• _Task to complete_: Begin at the top of the listing below. Write each line out exactly, ending with the line that holds "List all labels, symbols".

• _Available data_:
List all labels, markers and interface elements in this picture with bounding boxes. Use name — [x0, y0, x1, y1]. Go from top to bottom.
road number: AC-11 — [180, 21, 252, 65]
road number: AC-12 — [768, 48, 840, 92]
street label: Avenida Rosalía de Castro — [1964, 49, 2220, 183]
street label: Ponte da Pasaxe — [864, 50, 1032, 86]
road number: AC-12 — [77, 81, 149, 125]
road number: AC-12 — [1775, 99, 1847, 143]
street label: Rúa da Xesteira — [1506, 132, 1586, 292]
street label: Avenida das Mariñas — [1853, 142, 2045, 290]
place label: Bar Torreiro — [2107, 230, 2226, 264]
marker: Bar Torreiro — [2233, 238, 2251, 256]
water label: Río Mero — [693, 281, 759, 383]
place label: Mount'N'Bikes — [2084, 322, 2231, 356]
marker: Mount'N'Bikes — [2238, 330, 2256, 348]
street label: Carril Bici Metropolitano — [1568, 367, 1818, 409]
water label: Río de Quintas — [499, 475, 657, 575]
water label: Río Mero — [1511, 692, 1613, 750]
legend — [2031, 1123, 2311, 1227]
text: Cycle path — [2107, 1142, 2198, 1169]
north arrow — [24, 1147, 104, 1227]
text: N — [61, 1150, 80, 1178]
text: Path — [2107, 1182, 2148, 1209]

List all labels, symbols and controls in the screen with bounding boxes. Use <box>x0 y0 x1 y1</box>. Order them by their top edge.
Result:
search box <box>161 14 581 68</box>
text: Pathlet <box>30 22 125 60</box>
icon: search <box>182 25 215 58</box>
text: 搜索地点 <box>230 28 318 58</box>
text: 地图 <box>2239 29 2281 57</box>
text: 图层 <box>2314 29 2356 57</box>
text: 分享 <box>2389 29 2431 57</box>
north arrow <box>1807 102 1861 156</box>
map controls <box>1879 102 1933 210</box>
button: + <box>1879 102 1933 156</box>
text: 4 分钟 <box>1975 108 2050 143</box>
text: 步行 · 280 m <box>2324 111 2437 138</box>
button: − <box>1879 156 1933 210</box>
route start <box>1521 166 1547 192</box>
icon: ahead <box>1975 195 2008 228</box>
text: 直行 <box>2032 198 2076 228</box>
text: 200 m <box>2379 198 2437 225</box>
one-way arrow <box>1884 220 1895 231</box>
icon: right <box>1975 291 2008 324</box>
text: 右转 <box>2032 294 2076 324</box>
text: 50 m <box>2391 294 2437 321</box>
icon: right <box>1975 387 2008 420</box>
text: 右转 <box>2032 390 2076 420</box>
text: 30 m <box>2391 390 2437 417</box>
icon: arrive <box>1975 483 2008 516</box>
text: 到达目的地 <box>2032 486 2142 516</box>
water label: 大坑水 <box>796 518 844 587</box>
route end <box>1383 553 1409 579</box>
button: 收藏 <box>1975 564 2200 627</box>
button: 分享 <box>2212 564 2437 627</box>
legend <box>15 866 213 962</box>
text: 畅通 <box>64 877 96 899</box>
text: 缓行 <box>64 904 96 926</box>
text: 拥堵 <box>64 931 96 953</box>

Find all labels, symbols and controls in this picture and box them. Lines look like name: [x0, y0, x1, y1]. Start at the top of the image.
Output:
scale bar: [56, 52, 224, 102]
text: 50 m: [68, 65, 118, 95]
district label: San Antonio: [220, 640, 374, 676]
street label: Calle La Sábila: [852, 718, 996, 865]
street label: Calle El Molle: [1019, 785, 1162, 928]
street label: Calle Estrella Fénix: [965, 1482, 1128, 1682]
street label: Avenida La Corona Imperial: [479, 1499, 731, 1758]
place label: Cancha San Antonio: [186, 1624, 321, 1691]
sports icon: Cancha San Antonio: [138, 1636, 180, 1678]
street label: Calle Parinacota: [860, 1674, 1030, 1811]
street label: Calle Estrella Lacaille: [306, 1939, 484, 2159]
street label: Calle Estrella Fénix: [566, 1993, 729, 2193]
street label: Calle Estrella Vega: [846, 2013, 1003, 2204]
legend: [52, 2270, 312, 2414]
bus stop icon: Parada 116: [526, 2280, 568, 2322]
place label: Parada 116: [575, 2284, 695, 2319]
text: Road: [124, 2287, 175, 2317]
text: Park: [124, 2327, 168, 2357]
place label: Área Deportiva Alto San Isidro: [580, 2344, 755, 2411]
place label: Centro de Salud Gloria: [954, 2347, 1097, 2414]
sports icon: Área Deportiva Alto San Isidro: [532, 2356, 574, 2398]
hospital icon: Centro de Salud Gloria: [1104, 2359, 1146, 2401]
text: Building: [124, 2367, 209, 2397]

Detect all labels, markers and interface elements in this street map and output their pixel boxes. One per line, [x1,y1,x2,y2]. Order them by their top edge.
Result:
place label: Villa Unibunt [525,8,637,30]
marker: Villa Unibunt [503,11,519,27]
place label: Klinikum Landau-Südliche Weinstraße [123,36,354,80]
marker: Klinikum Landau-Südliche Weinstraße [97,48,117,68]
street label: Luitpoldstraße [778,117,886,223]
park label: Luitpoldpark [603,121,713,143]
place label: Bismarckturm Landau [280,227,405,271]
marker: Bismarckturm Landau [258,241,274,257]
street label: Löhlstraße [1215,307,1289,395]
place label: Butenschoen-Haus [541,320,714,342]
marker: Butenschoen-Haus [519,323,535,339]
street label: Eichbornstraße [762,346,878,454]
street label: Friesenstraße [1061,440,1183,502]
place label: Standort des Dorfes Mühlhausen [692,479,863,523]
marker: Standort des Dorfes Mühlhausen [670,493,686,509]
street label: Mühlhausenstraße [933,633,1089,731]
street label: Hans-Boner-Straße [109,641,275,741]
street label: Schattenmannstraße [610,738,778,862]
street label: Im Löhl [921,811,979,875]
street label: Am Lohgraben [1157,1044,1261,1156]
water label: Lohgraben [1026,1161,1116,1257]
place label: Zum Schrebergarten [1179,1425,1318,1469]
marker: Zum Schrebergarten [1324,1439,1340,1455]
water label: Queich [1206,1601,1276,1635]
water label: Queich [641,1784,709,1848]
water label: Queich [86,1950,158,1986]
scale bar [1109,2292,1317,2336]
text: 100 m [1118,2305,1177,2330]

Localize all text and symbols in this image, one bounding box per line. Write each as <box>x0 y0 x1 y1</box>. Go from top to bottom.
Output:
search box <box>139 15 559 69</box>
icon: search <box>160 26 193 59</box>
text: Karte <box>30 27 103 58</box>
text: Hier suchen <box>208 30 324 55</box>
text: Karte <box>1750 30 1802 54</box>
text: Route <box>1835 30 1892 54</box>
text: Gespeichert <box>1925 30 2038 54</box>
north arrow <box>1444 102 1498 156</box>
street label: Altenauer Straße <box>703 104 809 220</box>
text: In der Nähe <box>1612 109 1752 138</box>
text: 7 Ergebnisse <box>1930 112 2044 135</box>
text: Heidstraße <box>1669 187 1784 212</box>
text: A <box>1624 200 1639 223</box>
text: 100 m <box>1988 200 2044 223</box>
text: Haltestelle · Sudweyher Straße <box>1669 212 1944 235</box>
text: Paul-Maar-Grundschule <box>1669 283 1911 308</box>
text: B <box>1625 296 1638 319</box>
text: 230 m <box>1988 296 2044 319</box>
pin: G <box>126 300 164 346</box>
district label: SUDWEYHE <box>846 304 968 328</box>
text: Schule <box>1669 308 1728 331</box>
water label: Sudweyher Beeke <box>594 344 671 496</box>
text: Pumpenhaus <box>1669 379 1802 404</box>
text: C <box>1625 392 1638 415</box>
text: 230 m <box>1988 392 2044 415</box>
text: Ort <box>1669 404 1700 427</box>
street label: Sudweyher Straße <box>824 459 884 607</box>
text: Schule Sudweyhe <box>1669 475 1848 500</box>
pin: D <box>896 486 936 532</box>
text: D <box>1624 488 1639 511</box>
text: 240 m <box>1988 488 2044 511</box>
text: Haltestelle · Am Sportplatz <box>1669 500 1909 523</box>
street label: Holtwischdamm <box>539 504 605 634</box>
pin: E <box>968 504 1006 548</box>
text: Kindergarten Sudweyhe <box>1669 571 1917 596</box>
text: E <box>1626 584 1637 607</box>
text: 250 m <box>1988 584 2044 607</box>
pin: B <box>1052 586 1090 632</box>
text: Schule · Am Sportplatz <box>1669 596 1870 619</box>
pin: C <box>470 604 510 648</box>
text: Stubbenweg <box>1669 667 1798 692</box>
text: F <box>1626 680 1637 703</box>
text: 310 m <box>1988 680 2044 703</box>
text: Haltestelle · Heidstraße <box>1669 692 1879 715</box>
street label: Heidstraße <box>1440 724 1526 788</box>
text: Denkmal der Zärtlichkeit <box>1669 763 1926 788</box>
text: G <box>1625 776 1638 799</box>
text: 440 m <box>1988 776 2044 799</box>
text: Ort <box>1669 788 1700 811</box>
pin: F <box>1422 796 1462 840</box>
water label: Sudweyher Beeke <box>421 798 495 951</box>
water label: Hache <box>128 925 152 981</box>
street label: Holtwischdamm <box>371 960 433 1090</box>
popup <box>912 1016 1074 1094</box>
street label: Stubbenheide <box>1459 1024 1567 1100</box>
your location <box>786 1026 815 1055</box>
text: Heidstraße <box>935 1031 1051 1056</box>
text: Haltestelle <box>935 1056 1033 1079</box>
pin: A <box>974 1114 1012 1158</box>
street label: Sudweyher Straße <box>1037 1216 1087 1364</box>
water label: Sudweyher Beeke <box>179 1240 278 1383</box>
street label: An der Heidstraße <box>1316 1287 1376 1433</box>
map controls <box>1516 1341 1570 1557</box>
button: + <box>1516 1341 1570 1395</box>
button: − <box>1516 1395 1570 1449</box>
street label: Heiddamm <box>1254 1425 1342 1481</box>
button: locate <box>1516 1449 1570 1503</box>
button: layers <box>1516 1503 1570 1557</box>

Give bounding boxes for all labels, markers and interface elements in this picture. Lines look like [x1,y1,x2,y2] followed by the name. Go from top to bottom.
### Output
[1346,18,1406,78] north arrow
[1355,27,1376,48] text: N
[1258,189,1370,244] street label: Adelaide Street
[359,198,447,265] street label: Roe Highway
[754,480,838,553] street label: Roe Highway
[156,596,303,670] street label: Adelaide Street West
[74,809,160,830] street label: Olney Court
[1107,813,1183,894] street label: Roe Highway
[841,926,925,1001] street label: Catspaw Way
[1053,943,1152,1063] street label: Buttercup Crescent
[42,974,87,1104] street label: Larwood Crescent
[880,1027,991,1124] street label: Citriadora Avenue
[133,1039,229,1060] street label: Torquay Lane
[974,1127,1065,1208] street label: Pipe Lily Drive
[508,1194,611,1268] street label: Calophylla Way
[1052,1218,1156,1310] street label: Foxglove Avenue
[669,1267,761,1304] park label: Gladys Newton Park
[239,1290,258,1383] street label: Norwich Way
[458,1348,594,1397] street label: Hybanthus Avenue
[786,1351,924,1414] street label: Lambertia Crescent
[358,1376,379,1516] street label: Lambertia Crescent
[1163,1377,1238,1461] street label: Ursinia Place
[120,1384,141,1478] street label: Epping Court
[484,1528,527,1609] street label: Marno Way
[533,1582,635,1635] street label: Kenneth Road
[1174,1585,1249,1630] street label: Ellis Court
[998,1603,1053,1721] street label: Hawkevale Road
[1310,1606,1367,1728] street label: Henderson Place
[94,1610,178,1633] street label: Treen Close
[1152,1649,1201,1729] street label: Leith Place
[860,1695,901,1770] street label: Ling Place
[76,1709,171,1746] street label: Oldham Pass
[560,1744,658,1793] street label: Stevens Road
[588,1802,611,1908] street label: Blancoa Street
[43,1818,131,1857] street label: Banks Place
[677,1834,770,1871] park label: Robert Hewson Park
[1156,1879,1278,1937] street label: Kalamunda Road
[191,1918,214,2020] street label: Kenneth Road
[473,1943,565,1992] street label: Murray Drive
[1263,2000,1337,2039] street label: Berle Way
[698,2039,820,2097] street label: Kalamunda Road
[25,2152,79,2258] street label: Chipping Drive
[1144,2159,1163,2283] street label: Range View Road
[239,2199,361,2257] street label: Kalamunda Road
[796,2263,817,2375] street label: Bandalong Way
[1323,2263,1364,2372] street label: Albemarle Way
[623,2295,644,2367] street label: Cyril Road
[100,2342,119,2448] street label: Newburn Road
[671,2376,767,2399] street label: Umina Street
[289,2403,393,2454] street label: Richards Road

• _Task output_:
List all labels, markers and interface elements in this picture with bounding boxes. Use name — [x0, y0, x1, y1]. Go from top to bottom.
road number: AC-11 — [180, 21, 252, 65]
road number: AC-12 — [768, 48, 840, 92]
street label: Avenida Rosalía de Castro — [1964, 49, 2220, 183]
street label: Ponte da Pasaxe — [864, 50, 1032, 86]
road number: AC-12 — [77, 81, 149, 125]
road number: AC-12 — [1775, 99, 1847, 143]
street label: Rúa da Xesteira — [1506, 132, 1586, 292]
street label: Avenida das Mariñas — [1853, 142, 2045, 290]
place label: Bar Torreiro — [2107, 230, 2226, 264]
marker: Bar Torreiro — [2233, 238, 2251, 256]
water label: Río Mero — [693, 281, 759, 383]
place label: Mount'N'Bikes — [2084, 322, 2231, 356]
marker: Mount'N'Bikes — [2238, 330, 2256, 348]
street label: Carril Bici Metropolitano — [1568, 367, 1818, 409]
water label: Río de Quintas — [499, 475, 657, 575]
water label: Río Mero — [1511, 692, 1613, 750]
legend — [2031, 1123, 2311, 1227]
text: Cycle path — [2107, 1142, 2198, 1169]
north arrow — [24, 1147, 104, 1227]
text: N — [61, 1150, 80, 1178]
text: Path — [2107, 1182, 2148, 1209]

List all labels, symbols and controls in the screen with bounding boxes. Use <box>x0 y0 x1 y1</box>. Order them by their top edge.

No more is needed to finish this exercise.